Era un tema breve, due pagine forse, non di più; "Il mio animale preferito" era il titolo. Ma, dopo l'intervento del lapis malvagio, presto le due pagine erano diventate, più che un tema, un campo di grano a giugno: papaveri compresi, s'intende.
"Parolini, anche questo componimento fa schifo! Sei una bambina molto, molto stupida. E pigra, Quando comincerai a studiare un po'? Sei già in quarta, non puoi continuare a scrivere "gato" o "cavalo" per sempre. E il tuo nome? Guarda, non hai ancora imparato a scriverlo bene!"
Già, Nela sapeva bene che, tra la "l" e la "a", ci doveva stare un'altra "l". Ma non poteva farci niente, quando vedeva il suo nome con la grafia giusta veniva presa da una paura profonda, da un panico completamente insensato e furibondo, un'ansia atroce che la faceva stare male, tanto male. Sentiva dolore, provava nausea, spine in ogni muscolo, vertigini e vuoto. Fuoco e gelo. Stava male.

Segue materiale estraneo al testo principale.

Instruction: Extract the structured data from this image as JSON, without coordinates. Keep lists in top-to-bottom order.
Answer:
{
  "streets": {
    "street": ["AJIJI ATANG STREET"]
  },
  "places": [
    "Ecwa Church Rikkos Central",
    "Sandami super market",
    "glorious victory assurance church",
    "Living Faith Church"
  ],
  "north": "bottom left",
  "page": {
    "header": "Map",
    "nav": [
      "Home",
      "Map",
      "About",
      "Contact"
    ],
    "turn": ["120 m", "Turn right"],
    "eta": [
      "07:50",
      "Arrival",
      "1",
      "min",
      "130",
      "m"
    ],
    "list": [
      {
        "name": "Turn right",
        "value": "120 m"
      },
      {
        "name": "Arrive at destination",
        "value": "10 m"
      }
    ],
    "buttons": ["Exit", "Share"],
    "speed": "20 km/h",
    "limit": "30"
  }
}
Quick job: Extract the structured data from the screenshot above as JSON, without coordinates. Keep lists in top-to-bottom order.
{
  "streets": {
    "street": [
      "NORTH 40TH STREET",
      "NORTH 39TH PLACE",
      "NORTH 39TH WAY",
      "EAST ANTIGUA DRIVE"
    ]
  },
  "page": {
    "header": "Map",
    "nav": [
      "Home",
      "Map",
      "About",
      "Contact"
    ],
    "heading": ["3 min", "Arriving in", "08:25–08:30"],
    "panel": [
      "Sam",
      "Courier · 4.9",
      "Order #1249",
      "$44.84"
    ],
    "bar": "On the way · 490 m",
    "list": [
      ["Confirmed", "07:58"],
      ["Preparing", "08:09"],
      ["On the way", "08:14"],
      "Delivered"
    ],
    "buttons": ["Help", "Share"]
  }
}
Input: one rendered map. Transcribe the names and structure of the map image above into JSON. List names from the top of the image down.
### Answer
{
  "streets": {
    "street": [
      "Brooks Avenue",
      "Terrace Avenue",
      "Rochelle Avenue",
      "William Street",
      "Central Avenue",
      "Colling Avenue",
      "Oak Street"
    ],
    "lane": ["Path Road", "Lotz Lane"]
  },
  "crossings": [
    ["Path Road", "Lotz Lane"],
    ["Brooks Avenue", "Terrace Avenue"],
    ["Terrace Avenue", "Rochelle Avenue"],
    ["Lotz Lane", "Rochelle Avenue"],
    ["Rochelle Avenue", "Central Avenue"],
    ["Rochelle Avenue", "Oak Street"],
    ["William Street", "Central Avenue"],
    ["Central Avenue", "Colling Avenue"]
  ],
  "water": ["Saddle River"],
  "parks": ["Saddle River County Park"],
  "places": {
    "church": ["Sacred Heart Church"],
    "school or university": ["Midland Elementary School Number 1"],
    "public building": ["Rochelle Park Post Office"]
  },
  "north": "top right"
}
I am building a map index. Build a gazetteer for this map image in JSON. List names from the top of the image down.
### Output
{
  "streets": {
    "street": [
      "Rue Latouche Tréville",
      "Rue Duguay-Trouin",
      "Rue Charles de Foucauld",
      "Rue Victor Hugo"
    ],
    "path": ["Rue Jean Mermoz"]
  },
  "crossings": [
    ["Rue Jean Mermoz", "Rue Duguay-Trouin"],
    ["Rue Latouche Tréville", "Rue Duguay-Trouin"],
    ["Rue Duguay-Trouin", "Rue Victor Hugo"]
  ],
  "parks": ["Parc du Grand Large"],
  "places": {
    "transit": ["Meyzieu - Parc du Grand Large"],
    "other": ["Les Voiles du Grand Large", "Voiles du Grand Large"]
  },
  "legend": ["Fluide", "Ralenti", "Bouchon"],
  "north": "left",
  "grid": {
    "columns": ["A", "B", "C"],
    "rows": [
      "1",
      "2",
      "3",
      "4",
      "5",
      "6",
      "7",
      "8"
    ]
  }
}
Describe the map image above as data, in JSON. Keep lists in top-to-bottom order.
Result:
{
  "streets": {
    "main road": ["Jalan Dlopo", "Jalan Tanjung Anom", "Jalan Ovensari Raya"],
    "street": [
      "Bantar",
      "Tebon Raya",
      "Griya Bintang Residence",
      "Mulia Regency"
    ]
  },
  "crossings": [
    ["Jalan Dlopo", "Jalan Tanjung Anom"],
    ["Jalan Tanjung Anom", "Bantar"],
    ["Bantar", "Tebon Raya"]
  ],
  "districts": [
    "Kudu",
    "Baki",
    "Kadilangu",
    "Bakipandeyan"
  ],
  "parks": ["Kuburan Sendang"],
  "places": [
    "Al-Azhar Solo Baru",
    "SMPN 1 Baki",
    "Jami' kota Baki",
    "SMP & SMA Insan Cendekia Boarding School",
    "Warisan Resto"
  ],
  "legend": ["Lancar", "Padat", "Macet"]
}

E male la facevano stare anche le parole dei maestri: parole di umiliazione, di spregio, di denigrazione, di vergogna. Lei lo sapeva, sapeva come si scriveva il suo nome: lo sapeva ma non voleva saperlo, perché se solo ci pensava il suo corpo era interamente percorso da brividi. E anche pensare di scrivere, ad esempio, caval... No, no, non poteva neanche provare a pensarci, sentiva le pulsazioni scalpitare, nitrire, il suo cuore saltare i colpi e spostarsi fino a giungere in gola, il respiro fermarsi.
L'avevano anche portata da un medico, i suoi genitori. Da un medico dei pensieri o qualcosa di simile. Volevano capire perché era così stupida, o perché era così svogliata, se magari qualche bustina di vitamine, o magari di qualche medicinale, poteva aiutarla. Ma il medico aveva stabilito che non lo era, no: né stupida né pigra, era solo impaurita, e un po’ particolare. Aveva una cosa chiamata "diplofobia" e veniva spaventata quando vedeva cose uguali e vicine tra loro. Anche se queste cose erano solo consonanti in una parola.
Ma i suoi genitori avevano ribadito che no, Nela era solo pigra, invece, o stupida. Non poteva esistere una patologia così stupida come la diplofobia e anche il medico era stupido se non lo capiva. E se non c'erano bustine, e se non c'erano medicine per rendere la bambina più sveglia, in quel caso la stupidità era il suo destino, per sempre.
Ma questo destino a Nela non piaceva particolarmente.
Poi, un giorno, la maestra si era malata, ed era venuta una sostituta al suo posto. Nela non aveva capito di preciso come, ma in qualche modo la nuova insegnante aveva capito il problema, e le aveva dato un buon consiglio.
Un consiglio furbo, che da quel momento Nela aveva sempre seguito.
E non si era più sentita stupida, o pigra. O meglio, qualche volta sì, ma non più così tanto. Certo, questa soluzione non era così magica, non aveva aiutato gli altri a capire, ma almeno le aveva consentito di stare meglio. A volte evitare un problema è un buon rimedio temporaneo. Non si riesce a cambiare il mondo intero, a volte. Non il mondo intero in un solo colpo.
Ma, intanto che gli altri continuano a non capire (a restare stupidi! Loro, forse, sì) si può fare in modo che questa stupidità urti un po’ di meno.
Che urti un po’ meno anche su certi siti internet, su cui poi Nela si è divertita ogni tanto a scrivere alcune memorie e qualche ricordo… Come questo, ad esempio.